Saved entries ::
----

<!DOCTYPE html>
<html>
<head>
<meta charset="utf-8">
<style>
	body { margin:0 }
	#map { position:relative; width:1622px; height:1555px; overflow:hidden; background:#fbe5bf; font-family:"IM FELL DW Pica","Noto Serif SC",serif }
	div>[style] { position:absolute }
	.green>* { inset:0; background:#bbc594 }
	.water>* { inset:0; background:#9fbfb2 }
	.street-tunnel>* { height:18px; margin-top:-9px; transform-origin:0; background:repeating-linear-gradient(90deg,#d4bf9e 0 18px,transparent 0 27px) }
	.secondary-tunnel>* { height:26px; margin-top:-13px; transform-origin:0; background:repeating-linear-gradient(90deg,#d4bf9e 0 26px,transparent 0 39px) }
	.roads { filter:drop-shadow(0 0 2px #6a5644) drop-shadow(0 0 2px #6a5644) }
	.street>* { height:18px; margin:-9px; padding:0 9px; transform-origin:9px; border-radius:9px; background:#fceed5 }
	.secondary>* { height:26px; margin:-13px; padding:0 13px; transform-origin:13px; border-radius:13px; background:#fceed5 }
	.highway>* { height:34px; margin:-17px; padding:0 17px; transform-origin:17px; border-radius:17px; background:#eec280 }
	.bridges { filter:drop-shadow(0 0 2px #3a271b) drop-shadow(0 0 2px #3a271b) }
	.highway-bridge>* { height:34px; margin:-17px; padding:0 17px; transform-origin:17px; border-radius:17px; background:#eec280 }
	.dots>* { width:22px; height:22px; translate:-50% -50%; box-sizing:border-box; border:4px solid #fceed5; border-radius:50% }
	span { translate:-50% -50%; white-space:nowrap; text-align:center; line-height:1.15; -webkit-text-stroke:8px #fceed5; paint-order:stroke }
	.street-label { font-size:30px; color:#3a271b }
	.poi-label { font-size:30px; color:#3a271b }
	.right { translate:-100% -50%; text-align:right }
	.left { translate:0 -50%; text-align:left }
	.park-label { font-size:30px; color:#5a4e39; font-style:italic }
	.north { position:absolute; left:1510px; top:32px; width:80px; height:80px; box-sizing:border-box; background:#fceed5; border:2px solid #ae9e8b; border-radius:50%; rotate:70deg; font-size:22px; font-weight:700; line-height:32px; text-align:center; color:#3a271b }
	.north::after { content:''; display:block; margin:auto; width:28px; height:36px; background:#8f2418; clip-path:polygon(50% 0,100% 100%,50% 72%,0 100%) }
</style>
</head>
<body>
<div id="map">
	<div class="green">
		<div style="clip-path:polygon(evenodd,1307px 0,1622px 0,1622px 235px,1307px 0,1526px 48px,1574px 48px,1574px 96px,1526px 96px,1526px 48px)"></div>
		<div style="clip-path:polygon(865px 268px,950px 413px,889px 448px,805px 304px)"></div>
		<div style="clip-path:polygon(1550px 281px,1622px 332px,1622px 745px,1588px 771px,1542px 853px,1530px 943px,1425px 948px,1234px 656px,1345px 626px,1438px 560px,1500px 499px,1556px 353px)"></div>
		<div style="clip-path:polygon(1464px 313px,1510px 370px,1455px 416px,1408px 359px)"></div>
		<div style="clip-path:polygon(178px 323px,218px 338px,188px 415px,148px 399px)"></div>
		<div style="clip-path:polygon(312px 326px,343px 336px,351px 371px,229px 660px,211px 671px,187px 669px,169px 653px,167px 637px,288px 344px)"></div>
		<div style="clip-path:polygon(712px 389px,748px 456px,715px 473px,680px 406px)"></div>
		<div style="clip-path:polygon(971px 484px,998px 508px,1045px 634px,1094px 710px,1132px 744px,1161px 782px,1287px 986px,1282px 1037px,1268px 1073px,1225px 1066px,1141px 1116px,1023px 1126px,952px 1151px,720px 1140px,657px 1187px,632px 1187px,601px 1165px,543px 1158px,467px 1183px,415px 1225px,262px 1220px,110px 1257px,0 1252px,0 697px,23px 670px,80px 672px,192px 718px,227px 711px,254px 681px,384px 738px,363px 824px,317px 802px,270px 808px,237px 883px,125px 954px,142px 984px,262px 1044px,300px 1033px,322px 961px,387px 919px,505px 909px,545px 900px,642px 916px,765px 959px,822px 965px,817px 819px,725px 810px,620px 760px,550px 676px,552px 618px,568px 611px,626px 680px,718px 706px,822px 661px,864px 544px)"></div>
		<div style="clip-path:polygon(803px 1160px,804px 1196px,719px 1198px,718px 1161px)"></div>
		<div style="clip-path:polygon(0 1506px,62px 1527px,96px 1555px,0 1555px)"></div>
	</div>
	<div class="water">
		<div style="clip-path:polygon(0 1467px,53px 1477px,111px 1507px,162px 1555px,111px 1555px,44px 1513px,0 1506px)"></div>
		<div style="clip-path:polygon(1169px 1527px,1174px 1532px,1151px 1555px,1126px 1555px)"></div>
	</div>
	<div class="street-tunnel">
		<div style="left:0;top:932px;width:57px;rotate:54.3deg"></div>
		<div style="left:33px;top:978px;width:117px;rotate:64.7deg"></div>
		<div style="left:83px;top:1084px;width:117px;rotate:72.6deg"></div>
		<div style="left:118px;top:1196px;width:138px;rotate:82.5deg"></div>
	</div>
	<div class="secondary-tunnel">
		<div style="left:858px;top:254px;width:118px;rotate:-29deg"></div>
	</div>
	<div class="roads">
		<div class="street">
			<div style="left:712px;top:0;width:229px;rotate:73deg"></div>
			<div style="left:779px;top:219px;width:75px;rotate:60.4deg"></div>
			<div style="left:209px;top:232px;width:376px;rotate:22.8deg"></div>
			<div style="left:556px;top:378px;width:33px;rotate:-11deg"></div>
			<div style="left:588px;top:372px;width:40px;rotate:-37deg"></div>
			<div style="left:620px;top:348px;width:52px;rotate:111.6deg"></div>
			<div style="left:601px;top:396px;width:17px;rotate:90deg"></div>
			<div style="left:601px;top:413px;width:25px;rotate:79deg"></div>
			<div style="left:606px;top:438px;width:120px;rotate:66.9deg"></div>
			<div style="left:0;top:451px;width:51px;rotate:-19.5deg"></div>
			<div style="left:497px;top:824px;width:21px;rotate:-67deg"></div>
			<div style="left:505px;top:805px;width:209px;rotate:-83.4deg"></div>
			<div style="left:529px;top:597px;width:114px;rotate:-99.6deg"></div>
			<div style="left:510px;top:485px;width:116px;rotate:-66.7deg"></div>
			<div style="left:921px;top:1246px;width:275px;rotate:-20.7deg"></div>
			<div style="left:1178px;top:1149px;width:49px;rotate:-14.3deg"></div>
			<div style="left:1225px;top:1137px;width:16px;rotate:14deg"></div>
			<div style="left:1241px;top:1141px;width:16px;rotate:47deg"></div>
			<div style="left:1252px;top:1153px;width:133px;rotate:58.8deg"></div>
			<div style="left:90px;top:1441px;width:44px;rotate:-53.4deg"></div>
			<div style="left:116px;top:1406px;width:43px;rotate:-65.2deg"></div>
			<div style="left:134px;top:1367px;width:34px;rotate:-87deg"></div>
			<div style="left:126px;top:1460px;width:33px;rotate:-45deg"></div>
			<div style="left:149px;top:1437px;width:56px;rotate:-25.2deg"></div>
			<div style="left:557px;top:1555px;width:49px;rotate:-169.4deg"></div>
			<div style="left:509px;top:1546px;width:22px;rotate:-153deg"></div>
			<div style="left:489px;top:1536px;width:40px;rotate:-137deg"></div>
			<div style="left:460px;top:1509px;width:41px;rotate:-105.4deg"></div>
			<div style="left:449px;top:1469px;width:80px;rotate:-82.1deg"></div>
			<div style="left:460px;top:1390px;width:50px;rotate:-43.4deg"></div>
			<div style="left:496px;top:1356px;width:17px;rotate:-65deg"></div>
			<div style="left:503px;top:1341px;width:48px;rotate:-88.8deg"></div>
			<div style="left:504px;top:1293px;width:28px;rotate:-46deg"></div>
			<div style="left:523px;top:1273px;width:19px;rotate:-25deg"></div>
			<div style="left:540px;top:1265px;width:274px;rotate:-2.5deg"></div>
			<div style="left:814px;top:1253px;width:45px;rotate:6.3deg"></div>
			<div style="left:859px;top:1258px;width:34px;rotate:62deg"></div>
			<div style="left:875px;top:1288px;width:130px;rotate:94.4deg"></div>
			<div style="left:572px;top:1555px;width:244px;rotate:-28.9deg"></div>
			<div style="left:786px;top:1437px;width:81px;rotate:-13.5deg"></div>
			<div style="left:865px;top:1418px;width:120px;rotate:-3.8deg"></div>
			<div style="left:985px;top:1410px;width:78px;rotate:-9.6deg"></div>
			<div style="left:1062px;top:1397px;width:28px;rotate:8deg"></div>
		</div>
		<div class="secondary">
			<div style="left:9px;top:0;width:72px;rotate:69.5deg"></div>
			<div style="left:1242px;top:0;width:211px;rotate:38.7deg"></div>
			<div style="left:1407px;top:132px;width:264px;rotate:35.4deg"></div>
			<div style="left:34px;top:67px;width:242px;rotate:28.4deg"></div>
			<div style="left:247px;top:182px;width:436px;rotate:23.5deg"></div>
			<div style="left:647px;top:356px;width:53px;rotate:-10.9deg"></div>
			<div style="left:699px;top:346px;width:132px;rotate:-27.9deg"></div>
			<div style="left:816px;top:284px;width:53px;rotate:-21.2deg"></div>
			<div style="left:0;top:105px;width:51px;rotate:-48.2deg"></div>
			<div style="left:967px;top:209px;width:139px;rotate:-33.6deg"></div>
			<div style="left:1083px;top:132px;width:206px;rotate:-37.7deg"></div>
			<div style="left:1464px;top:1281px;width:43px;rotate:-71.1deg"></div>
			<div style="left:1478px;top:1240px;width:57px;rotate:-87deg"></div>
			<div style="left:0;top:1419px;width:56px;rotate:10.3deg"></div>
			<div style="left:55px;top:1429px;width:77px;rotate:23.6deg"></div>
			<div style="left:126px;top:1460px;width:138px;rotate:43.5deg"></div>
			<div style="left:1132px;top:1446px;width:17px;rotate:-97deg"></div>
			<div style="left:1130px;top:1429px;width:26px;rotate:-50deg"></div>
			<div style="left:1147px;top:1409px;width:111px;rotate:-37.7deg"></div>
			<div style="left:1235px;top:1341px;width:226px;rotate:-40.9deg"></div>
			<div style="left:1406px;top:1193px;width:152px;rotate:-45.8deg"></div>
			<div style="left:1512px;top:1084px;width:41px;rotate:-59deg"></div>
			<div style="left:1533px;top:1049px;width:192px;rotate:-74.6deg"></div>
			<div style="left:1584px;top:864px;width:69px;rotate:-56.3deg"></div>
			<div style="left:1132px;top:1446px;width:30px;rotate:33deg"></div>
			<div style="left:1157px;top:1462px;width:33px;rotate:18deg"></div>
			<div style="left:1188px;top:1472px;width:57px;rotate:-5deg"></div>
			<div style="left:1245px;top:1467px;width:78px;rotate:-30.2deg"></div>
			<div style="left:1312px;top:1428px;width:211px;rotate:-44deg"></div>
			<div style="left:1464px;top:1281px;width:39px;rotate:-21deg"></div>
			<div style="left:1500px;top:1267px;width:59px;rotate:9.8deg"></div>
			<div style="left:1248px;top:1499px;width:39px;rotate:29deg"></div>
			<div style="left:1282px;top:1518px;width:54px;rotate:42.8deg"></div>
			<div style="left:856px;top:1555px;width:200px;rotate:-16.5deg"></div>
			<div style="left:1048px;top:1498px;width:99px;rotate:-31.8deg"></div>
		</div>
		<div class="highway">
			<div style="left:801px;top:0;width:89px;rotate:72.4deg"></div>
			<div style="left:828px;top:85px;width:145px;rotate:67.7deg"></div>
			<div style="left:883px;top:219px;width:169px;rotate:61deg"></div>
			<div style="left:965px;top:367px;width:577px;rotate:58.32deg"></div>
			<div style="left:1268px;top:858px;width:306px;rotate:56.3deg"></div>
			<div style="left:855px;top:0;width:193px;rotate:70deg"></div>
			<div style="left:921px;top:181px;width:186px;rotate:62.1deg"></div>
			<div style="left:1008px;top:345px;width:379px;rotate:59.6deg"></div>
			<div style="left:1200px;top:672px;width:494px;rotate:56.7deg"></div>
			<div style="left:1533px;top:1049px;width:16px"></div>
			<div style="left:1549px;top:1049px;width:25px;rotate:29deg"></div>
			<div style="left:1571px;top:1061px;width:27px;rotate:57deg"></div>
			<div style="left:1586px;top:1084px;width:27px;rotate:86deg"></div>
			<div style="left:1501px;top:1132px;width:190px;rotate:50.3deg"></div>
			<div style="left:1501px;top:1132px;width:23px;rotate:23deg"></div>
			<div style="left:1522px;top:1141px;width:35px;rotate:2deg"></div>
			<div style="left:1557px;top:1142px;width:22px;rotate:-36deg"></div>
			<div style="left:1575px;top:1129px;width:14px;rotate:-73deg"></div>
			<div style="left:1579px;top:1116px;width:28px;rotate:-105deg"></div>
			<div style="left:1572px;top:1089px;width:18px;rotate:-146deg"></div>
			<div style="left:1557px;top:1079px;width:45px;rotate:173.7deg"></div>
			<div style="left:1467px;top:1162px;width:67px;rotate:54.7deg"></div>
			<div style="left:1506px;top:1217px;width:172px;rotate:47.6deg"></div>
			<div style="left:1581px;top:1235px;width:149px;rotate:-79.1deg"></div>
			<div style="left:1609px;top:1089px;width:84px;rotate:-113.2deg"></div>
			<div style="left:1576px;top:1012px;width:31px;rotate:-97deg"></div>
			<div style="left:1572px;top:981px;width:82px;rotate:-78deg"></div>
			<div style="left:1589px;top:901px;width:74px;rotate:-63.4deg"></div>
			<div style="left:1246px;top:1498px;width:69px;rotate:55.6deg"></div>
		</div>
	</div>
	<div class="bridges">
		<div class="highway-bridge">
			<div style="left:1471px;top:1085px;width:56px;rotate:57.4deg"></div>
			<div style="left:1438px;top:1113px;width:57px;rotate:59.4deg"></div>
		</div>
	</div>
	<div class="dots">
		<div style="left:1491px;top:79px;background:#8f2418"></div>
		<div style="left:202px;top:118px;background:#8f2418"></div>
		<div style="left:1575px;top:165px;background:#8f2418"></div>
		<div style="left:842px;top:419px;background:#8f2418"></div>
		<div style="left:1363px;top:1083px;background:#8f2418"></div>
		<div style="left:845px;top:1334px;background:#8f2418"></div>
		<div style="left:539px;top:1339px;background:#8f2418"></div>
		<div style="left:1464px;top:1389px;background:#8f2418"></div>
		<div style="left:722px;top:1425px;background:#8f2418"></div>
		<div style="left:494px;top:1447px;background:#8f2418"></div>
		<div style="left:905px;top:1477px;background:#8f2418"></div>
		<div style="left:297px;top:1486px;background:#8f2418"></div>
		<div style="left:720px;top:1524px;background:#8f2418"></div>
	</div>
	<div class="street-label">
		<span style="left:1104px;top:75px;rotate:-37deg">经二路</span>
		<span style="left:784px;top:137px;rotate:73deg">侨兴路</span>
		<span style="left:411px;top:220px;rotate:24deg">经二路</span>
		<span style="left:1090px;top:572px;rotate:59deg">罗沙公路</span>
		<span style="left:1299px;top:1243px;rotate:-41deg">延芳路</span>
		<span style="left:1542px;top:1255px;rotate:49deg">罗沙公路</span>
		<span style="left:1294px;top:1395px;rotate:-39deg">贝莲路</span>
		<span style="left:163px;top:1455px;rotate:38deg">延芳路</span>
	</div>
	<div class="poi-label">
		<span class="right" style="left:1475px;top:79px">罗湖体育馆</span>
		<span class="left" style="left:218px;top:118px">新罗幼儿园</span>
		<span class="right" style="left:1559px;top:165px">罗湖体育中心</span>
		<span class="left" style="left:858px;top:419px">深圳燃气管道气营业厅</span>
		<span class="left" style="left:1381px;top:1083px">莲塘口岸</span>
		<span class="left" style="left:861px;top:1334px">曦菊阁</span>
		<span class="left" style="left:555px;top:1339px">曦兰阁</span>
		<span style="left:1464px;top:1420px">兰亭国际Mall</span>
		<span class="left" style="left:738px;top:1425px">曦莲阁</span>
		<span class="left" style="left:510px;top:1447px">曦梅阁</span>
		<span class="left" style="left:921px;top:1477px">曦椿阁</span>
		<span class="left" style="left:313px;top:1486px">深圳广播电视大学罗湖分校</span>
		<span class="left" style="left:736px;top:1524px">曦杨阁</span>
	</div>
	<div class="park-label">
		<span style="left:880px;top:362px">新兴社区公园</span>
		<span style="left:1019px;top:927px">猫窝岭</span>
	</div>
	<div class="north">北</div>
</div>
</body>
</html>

----

EXERCISE AIM :: What do the lines above say from the one containing "translate:-50% -50%; white-space:nowrap;" down to the one containing "translate:-100% -50%; text-align:right"? Return them exactly, both end lines included, and only them.

SOLUTION BELOW ::
	span { translate:-50% -50%; white-space:nowrap; text-align:center; line-height:1.15; -webkit-text-stroke:8px #fceed5; paint-order:stroke }
	.street-label { font-size:30px; color:#3a271b }
	.poi-label { font-size:30px; color:#3a271b }
	.right { translate:-100% -50%; text-align:right }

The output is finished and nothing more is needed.